You posted it to the wrong list, it belongs on core-libs-dev.

-- 
Regards,
Alexey

On 10/06/2023 12:35, Markus Karg wrote:

By analyzing several existing applications I noticed that many of them need to 
read a String from an input source (be it an input stream or a reader), and 
there are a lot of solutions applied which all are more or less suboptimal:

* Files.readString(Path) - Fast, convenient, uses JLA.newStringNoRepl, only 
works with files (not with sockets or other sources).
* new String(inputStream.readAllBytes()) - Fast, complex, enforces dealing with 
an array in user code, cannot use JLA.newStringNoRepl.
* bufferedReader.lines().collect(StringBuilder::new, StringBuilder::append, 
StringBuilder::append).toString(); - Complex, enforces dealing with a stream in 
user code, doesn't use JLA.newStringNoRepl.
* reader.transferTo(stringWriter); stringWriter.toString(); - Medium convient, 
medium performance, synchronized as it relies on StringBuffer instead of 
StringBuilder.
* Custom loop using char[] of various default sizes (some 8k, some 16k, some 
configurable) - Slow, complex, doesn't use JLA.newStringNoRepl.
* etc.

Checking back with the particular authors of these applications I noticed that 
what they all miss is (a) guidance which solution is "best" (mostly thinking in 
speed, but also in reduced GC stress and memory consumption), (b) something 
convenient like Files.readString() but working with any reader implementation, 
not just with files.

I think we can do better, hence I'd like to propose the introduction of a new 
Reader::readString method.
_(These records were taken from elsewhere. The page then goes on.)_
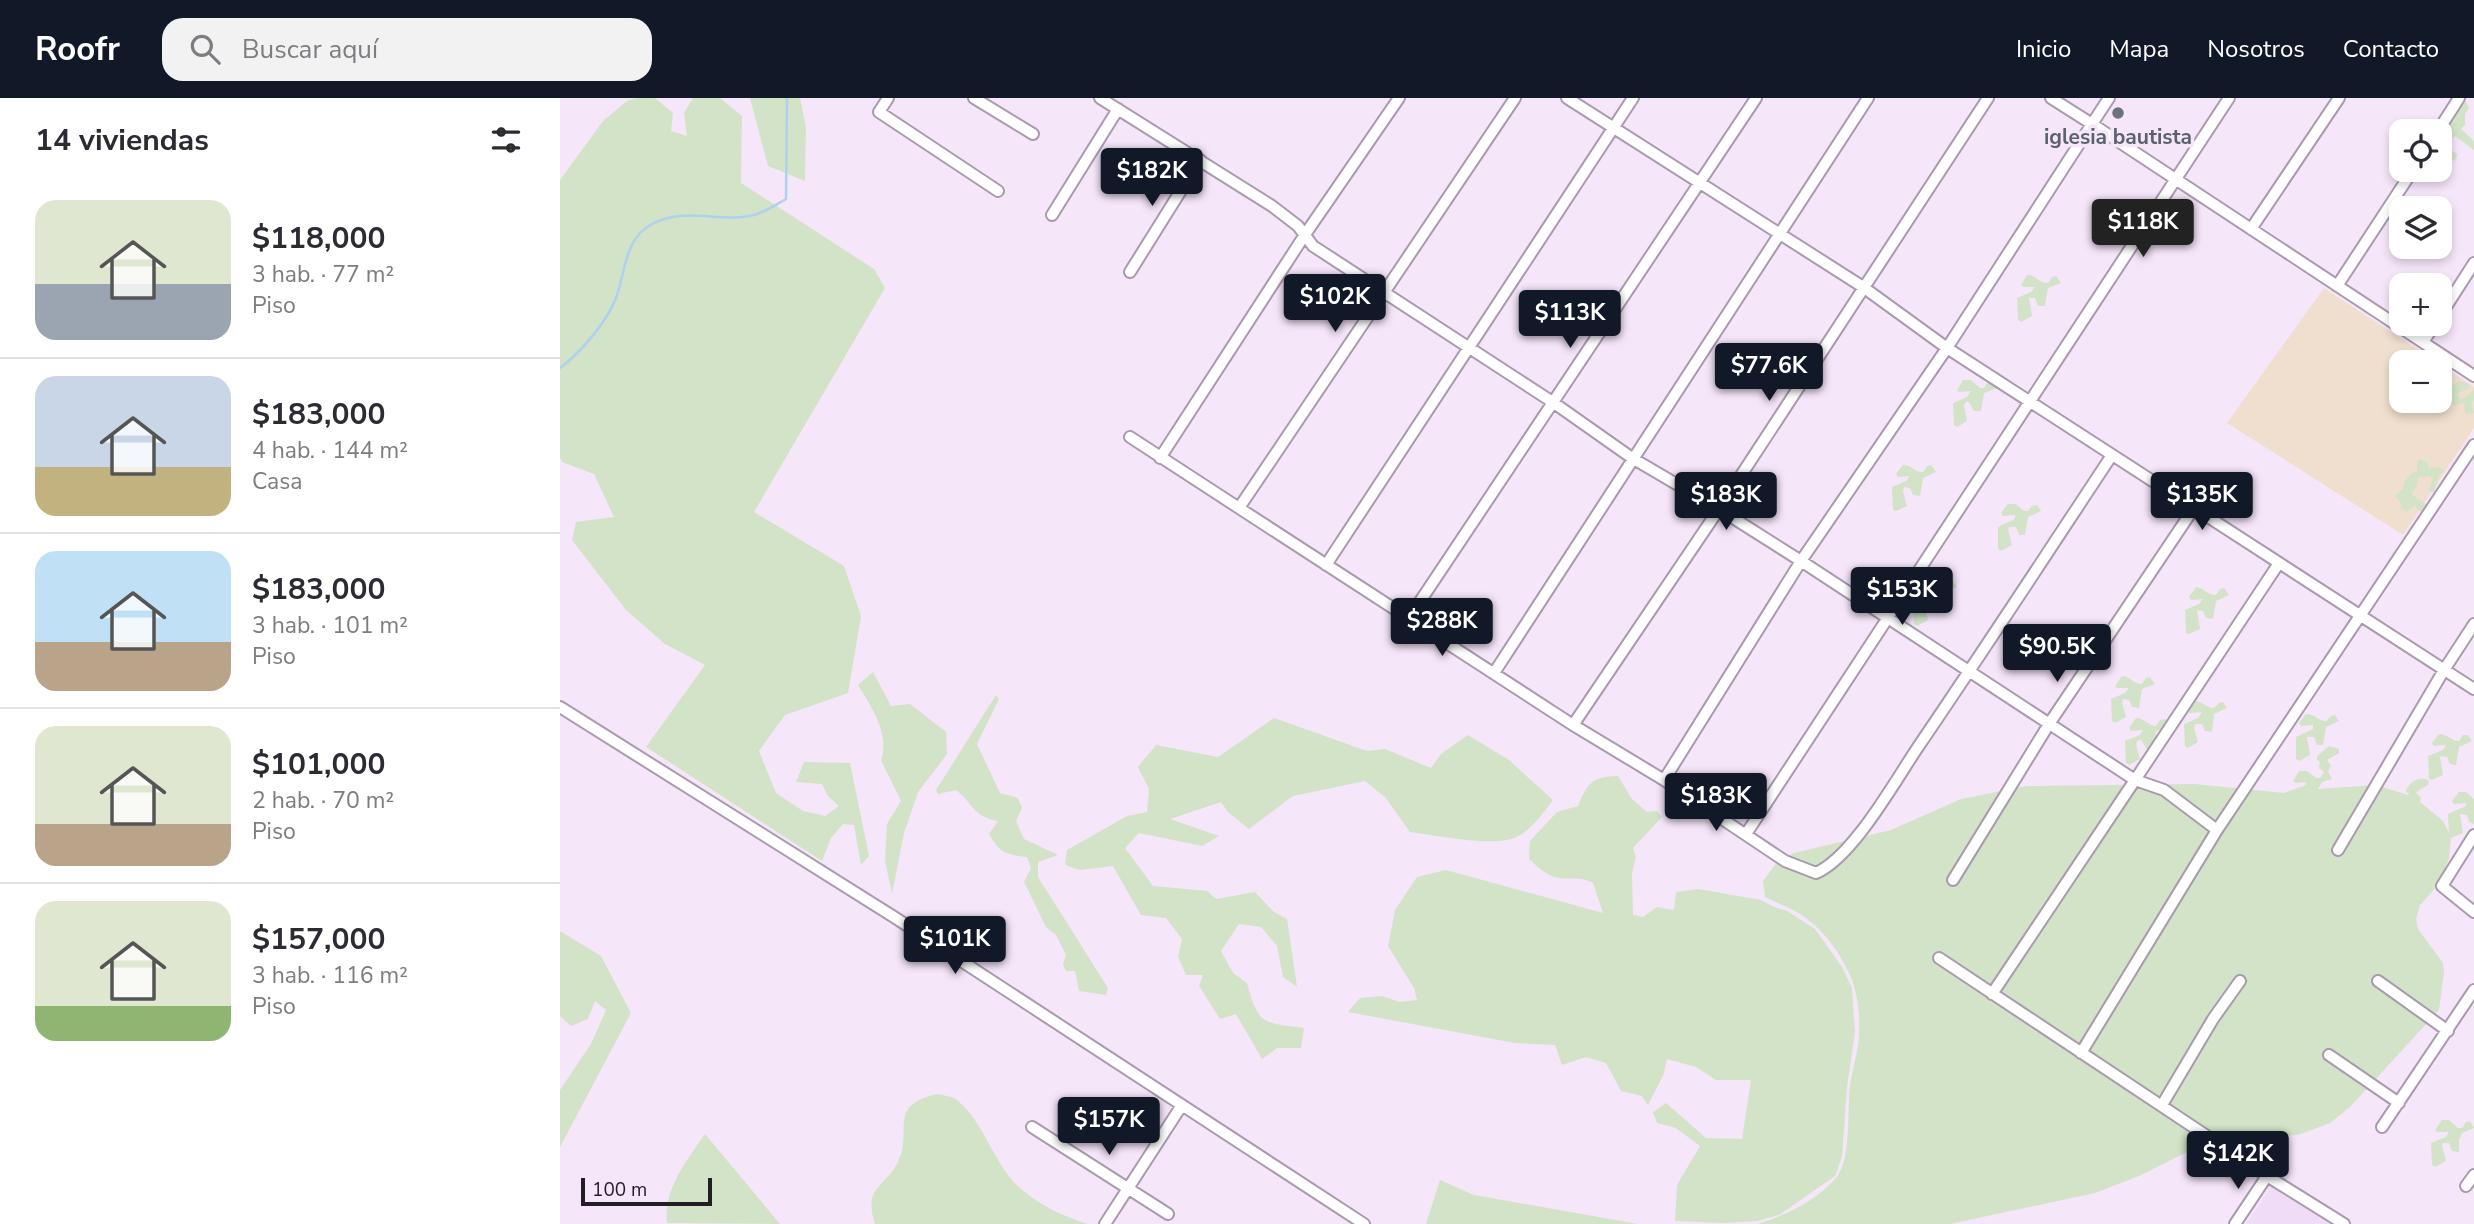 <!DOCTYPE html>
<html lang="es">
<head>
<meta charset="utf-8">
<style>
	body { margin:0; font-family:"Nunito Sans",sans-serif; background:#f2f2f3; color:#2b2b33; height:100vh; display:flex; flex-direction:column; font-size:26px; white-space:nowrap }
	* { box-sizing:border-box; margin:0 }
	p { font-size:23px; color:#7c7c81 }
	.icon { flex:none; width:38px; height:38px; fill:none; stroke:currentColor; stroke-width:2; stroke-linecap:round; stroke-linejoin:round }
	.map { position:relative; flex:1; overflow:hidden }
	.details { display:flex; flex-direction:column; background:#fff; width:560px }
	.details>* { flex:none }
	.tools { position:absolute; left:1829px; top:21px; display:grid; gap:14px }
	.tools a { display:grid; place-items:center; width:63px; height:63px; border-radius:14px; background:#fff; box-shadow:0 4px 10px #0003; font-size:35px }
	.scale { position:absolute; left:21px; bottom:18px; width:131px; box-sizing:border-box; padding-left:7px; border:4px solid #231d25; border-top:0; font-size:19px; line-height:24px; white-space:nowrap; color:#231d25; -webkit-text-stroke:5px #f6e6fa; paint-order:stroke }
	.price { position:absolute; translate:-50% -60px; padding:0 16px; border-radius:7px; background:#111827; color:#fff; font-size:23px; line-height:46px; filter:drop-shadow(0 2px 4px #0008) }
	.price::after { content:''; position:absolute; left:50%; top:42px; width:21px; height:16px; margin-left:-10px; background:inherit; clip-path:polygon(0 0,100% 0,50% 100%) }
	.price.current { background:#222; color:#fff }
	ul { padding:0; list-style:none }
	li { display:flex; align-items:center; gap:21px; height:175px; padding:0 35px }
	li+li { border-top:2px solid #e1e1e2 }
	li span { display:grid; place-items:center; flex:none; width:196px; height:140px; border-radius:21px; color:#555 }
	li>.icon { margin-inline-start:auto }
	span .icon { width:84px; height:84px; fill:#fffc; stroke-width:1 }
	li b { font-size:30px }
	h2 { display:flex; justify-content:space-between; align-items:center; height:84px; padding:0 35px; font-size:30px }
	header { display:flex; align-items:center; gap:42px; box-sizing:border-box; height:98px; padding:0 35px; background:#111827; color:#fff }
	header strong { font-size:33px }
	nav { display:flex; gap:38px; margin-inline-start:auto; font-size:24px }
	.search { width:490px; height:63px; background:#f2f2f3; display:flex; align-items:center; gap:18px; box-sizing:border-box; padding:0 24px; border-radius:21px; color:#7c7c81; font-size:26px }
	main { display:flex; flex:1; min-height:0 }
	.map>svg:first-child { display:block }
	.built { fill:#f1dcf7 }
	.medical { fill:#f0dfce }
	.green { fill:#d2e3c7 }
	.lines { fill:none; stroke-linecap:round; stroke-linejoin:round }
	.stream { stroke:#afd1ef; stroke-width:2.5 }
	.minor-casing { stroke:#a99aad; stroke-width:14 }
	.minor { stroke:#fff; stroke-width:10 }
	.worship-dot { fill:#6b7280; stroke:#f6e6fa; stroke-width:2.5 }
	.labels { text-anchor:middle; stroke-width:7; stroke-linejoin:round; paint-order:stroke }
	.worship-label { font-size:21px; font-weight:bold; fill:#5b616d; stroke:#f6e6fa }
</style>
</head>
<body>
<header>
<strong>Roofr</strong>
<div class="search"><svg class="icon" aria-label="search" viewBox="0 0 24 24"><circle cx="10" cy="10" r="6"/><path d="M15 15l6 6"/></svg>Buscar aquí</div>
<nav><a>Inicio</a><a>Mapa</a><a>Nosotros</a><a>Contacto</a></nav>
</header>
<main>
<section class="details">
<h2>14 viviendas<svg class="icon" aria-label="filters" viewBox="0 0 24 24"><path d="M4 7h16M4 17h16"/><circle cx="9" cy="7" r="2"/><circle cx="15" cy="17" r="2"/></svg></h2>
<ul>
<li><span style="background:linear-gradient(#dfe7d0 60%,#9aa5b1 0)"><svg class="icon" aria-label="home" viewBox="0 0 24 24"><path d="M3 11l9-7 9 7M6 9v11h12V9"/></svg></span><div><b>$118,000</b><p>3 hab. · 77 m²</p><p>Piso</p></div></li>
<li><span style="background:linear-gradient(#c9d6e8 65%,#c2b280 0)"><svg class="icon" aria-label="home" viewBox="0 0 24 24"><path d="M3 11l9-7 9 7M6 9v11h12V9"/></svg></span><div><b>$183,000</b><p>4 hab. · 144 m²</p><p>Casa</p></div></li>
<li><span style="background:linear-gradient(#bfe0f5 65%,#b9a48a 0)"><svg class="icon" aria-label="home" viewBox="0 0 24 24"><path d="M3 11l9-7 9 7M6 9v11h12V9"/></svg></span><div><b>$183,000</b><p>3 hab. · 101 m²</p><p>Piso</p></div></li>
<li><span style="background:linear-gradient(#dfe7d0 70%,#b9a48a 0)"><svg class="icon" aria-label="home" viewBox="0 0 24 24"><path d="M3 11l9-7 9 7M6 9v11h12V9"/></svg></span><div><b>$101,000</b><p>2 hab. · 70 m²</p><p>Piso</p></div></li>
<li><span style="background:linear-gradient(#dfe7d0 75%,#8fb573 0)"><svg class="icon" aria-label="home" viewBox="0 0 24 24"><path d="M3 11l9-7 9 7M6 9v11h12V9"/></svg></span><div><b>$157,000</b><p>3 hab. · 116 m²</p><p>Piso</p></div></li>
</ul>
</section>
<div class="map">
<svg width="1914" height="1126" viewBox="0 0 1914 1126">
	<rect width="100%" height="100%" fill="#f6e6fa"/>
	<!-- built -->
	<path class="built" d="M1713 1086 1775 1126H1686Z"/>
	<!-- medical -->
	<path class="medical" d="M1764 190 1877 264H1841V303H1880V266L1914 289V330L1843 437 1667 325Z"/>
	<!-- green -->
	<path class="green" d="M78 0H95L113 15 111 33 127 38 124 15 133 0H160L182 18 181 85 314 171 325 190 194 414 284 468 301 518 288 595 225 617 199 653 216 695 243 713 265 718 279 708 268 698 262 686 236 684 244 664 290 665 309 758 301 767 294 727 283 726 271 740 262 763 86 649 145 567 105 546 66 512 12 442 16 424 54 419 34 376 2 364 0 359V82L43 23 67 3Z
		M190 0H240L246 30 245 83 208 68Z
		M1902 4H1906L1909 10 1905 16V27L1901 31 1914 43V52L1895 38 1885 44 1888 50 1897 56 1895 63 1880 55V39L1886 36 1885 31Z
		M1467 177C1476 177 1479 185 1488 185L1492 179 1496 178 1501 185 1488 190 1485 208H1478L1475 200H1469L1472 218 1461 224 1458 222 1457 200 1471 194 1475 189H1463L1461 187Z
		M1403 282H1411L1420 290H1424L1428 284 1432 283 1437 290 1424 295 1421 313H1414L1408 303 1405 305 1404 308 1407 323 1397 329 1394 327 1393 305 1407 299 1411 293 1399 294 1397 292Z
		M1899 283 1909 286V290L1897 296 1901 302 1914 292V302L1911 305 1914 315 1905 316 1904 306 1901 305 1894 308 1889 304 1890 298 1887 296V292Z
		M1860 361 1867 364 1869 371 1878 369 1885 373 1879 377 1874 394H1870L1869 391 1873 381 1869 378 1858 379 1857 388 1852 394V397L1869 408 1870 415 1862 416 1855 407 1847 414 1840 410 1842 407 1835 398 1843 391 1844 384 1851 376 1857 373V363Z
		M1343 367C1352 367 1354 374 1363 374L1367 368 1371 367 1376 374 1363 380 1360 398 1353 397 1350 390 1344 389 1343 393 1347 408 1336 413 1333 412 1332 389 1346 383 1350 378 1338 379 1336 376Z
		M1448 406H1456L1464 413H1468L1472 408 1477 407 1481 413 1468 419 1465 437H1459L1456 429H1449L1448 432 1452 447 1441 453 1438 451V429L1455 421V417L1443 418 1441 415Z
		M1363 481H1371L1380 489H1384L1388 483 1392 482 1397 489 1384 494 1381 513 1374 512 1371 505 1365 504 1364 508 1368 522 1357 528 1354 526 1353 504 1367 498 1371 493 1359 494 1357 491Z
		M1636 489C1644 490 1647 497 1656 497L1660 491 1664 490 1669 497 1656 503 1653 521 1646 520 1643 513 1637 512 1640 531 1629 536 1626 535 1625 512 1639 506 1643 501 1631 502 1629 499Z
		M313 574 331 608 350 606 386 634 387 656 358 694 344 735 332 796 325 763 327 726 341 703 321 662C330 636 312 610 298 587Z
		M1562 578C1570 578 1573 586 1582 586L1586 580 1590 579 1595 586 1582 591 1579 610 1572 609 1569 602 1563 601 1562 605 1566 619 1555 625 1552 623 1551 601 1565 595 1569 590H1557L1555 588Z
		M436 597 439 601 417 646 440 695 458 700 462 710 456 723 464 741 498 757 478 764V779L548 890 546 897 519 893 515 873H506L503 866 506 857 496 837 486 829 464 784 471 770 467 759C445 756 441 756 429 736L438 723C413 719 413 705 396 692L378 696 376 692Z
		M1634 603C1643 603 1646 610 1654 610L1659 605 1663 604 1667 610 1654 616 1652 634 1645 633 1642 626H1636L1634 629 1638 644 1628 650 1625 648 1624 626 1638 620 1642 614 1629 615 1627 612Z
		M1746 616C1755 616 1758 623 1766 623L1771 618 1775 617 1779 623 1766 629 1763 647H1757L1754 639H1747L1750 657 1739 663 1736 661V639L1753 631V627L1741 628 1739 625Z
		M714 620 807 653 825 651 871 670 881 656 908 637 949 662 993 702C983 715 970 734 954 740 931 749 875 737 850 734L825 699 805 683 733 698 689 731 668 714 661 704 610 721 659 738 642 748 579 735 565 750 593 788 647 793 656 801 695 794 714 814 727 821 737 889 723 879 717 848 701 829 679 826 661 853 673 875 687 885C698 927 703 925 744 930L741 950H717L702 961 676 916 660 921 639 888 643 877H626L618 859 622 841 606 820 581 817 553 768 520 772 505 767 507 752 567 718 587 714 589 691 578 669 596 647 658 659Z
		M1576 620C1585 620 1588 628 1596 628L1600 622 1605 621 1607 624 1603 631 1596 633 1593 652 1587 651 1581 642 1577 643 1576 646 1580 661 1569 667 1566 665 1565 643 1580 637 1583 632 1571 633 1569 630Z
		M1879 636C1888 636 1891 643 1899 643L1903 637H1908L1912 643 1899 649 1896 667 1890 666 1887 659 1880 658 1883 677 1872 682 1869 681 1868 658 1883 652 1886 647 1874 648 1872 645Z
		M1769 648 1779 651V655L1767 662 1771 668 1768 673 1772 681 1762 684 1758 691 1816 687 1848 697 1849 695 1846 694C1848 684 1861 677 1869 683L1868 687 1856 694 1861 700 1860 704 1883 723 1889 735 1888 716 1906 708V705L1894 706 1892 703 1899 694H1906L1914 701V726L1909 724 1907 717 1900 716 1903 735 1891 740 1889 760 1880 785 1860 807 1856 821 1858 831 1883 865 1884 874 1879 912 1790 1009 1770 1025 1738 1037 1678 1040 1641 1047 1579 1078 1535 1095 1390 1126H1197C1223 1119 1257 1102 1275 1081 1292 1064 1287 1011 1290 987 1293 969 1299 951 1299 934 1300 913 1297 890 1287 871 1275 846 1255 822 1229 810 1221 806 1213 803 1205 799L1203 783 1215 767 1234 755 1331 732 1401 701 1467 688 1635 686 1724 695 1746 687V684L1735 685 1733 683 1739 673H1747L1756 680H1760L1764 674 1759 670 1760 663 1757 662V658Z
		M1058 678 1072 701 1087 714 1097 713 1102 719 1073 750 1076 759 1072 775 1073 817 1083 819 1097 809 1114 812 1116 794 1138 791 1201 802 1214 809 1227 813 1255 831 1282 869 1292 890 1295 934 1287 989 1282 1059 1275 1078 1219 1117 1197 1123 1164 1125 1115 1123 1117 1087 1140 1048 1116 1030 1097 1025 1093 1014 1106 1005 1146 1040 1182 1041 1191 982H1156L1136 969 1107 961 1103 978 1088 1007 1082 998 1061 993 1046 965 1026 959 1002 967 995 947 955 945 788 914 800 900 822 898 840 904 857 902 854 890 828 848 835 812 857 779 886 772 1043 815 1033 785C1018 778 1013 782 999 780 986 778 978 769 969 761L970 743 997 714 1018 708C1028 684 1032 679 1058 678Z
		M0 833 41 858 71 915 0 1049V992L31 946 46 912 35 903 28 921 11 928 0 918Z
		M378 996C385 998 393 998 398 1003 425 1025 434 1068 461 1091 480 1107 504 1119 528 1126H315C303 1088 324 1091 338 1064 354 1033 325 1007 378 996Z
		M1882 1022H1889L1898 1030H1902L1906 1024 1910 1023 1914 1030 1902 1035 1899 1042V1054L1892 1053 1889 1045H1883L1882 1048 1886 1063 1875 1069 1872 1067 1871 1045 1886 1039 1889 1034H1877L1875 1032Z
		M145 1036 220 1126 107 1125C103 1092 127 1062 145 1036Z
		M880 1082 914 1097 1078 1126H866Z"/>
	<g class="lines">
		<!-- stream -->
		<path class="stream" d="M0 270C20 255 47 224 56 200 66 173 64 141 92 126 128 107 162 127 197 116 207 113 217 106 226 101L227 0"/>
		<!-- minor casing -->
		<g class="minor-casing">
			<path id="minor" d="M328 0 319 14 438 93
				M414 0 473 36
				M540 0 712 108 738 128 753 148 994 305 1072 360 1159 411 1241 463 1575 682 1719 465
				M1007 0 1303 189 1387 250 1532 26 1914 278
				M1491 0 1532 26 1549 0
				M1878 33 1899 0
				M492 117 558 11
				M1691 131 1779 0
				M570 174 640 62
				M1777 188 1853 72
				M1880 218 1914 165
				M1863 244 1875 226
				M570 339 679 410 955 0
				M600 360 744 138 839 0
				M679 410 1013 627 1104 682 1225 763 1256 775C1293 759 1335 683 1358 649 1424 552 1488 454 1552 357
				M766 467 1073 0
				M849 520 1196 0
				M934 575 1308 0
				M0 609 334 819 804 1126
				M1013 627 1159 411 1428 0
				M1104 682 1241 463 1387 250 1914 591
				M1186 736 1669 0
				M1914 737 1882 788 1914 814
				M1778 752 1884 572 1914 526
				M1393 782 1489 626 1634 410
				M1379 860 1707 1078 1784 1126
				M1818 883 1888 933
				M1432 896 1575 682 1604 692 1657 732
				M1521 955 1657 732 1914 347
				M1769 957 1839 1005
				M1602 1007 1653 921 1680 883
				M472 1029 608 1116
				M1822 1029 1914 892
				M1906 1088 1914 1077
				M545 1126 622 1007
				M1675 1126 1707 1078"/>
		</g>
		<!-- minor -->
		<use href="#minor" class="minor"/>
	</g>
	<!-- markers -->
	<circle class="worship-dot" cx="1558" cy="15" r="7"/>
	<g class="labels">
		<!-- worship labels -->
		<g class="worship-label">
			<text x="1558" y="46">iglesia bautista</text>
		</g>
	</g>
</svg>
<div class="tools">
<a><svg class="icon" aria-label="locate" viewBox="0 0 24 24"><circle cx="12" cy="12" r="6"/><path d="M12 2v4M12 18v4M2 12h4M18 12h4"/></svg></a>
<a><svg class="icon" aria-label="layers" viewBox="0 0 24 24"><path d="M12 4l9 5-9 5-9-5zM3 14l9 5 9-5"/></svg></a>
<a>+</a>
<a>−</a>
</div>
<div class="scale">100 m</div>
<b class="price" style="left:592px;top:110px">$182K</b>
<b class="price current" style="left:1583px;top:161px">$118K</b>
<b class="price" style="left:775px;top:236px">$102K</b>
<b class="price" style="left:1010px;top:252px">$113K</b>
<b class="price" style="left:1209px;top:305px">$77.6K</b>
<b class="price" style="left:1166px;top:434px">$183K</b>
<b class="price" style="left:1642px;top:434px">$135K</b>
<b class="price" style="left:1342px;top:529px">$153K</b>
<b class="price" style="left:882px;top:560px">$288K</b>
<b class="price" style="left:1497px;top:586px">$90.5K</b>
<b class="price" style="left:1156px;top:735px">$183K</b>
<b class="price" style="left:395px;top:878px">$101K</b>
<b class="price" style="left:549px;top:1059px">$157K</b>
<b class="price" style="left:1678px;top:1093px">$142K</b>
</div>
</main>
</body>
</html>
The benefits are:
* Guidance. The introduction of this method is a clear signal to all 
application programmers to use *this* one by default.
* Convenience. It couldn't be any easier for the caller.
* Performance. OpenJDK committers can optimize it for both, convenience, speed, 
reduced GC stress, and memory consumption, at the very same time.
* Optimizable. Each Reader implementation can choose an algorithm fitting best 
its own needs, while java.io.Reader itself provides a convenient default 
implementation based on a loop over this.read().